[[ EXERCISE INPUTS open ]]
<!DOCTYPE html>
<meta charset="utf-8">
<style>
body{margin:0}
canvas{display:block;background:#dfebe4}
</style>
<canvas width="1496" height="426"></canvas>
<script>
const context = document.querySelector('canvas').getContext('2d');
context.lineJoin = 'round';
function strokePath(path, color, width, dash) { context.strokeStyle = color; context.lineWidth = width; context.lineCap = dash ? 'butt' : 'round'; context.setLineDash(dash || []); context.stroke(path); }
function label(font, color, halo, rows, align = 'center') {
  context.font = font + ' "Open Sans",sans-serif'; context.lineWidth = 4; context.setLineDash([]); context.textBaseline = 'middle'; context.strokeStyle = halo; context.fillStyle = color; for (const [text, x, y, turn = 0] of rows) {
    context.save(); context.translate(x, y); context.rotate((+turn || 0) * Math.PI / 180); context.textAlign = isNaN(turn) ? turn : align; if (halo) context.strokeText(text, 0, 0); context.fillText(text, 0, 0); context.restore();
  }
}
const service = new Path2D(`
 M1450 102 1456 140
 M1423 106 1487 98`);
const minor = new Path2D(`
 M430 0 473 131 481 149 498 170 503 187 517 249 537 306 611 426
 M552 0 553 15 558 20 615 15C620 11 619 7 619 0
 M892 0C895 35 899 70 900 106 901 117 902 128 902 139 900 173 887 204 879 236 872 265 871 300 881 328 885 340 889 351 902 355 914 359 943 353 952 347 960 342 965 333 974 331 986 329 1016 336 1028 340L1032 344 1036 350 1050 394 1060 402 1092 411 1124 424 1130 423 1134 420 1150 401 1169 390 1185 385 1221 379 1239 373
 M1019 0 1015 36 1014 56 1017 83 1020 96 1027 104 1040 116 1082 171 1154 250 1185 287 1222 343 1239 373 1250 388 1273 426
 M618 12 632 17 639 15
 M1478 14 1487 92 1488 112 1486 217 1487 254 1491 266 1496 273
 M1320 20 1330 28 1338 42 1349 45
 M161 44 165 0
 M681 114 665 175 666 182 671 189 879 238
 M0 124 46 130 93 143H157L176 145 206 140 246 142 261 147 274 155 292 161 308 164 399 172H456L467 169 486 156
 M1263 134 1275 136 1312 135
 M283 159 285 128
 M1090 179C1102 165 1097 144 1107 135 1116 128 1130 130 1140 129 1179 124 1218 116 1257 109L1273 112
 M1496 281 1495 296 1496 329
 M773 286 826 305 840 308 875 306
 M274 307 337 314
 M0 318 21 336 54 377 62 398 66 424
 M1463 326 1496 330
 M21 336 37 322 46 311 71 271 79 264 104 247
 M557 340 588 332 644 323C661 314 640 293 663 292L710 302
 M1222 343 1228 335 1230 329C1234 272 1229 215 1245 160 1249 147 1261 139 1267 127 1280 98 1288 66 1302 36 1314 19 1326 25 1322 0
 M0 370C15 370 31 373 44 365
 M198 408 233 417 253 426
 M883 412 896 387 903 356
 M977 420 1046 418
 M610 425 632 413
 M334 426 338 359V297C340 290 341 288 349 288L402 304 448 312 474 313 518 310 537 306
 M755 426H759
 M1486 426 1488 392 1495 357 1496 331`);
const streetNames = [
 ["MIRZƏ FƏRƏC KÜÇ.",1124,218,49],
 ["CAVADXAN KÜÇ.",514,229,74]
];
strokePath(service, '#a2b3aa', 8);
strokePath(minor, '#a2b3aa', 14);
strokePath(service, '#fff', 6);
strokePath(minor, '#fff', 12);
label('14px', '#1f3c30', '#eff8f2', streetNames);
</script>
[[ EXERCISE INPUTS closed ]]
ASSIGNMENT:
State the number of lines above that hold the word "rows", and say nothing else.

SOLUTION TO THE EXERCISE:
2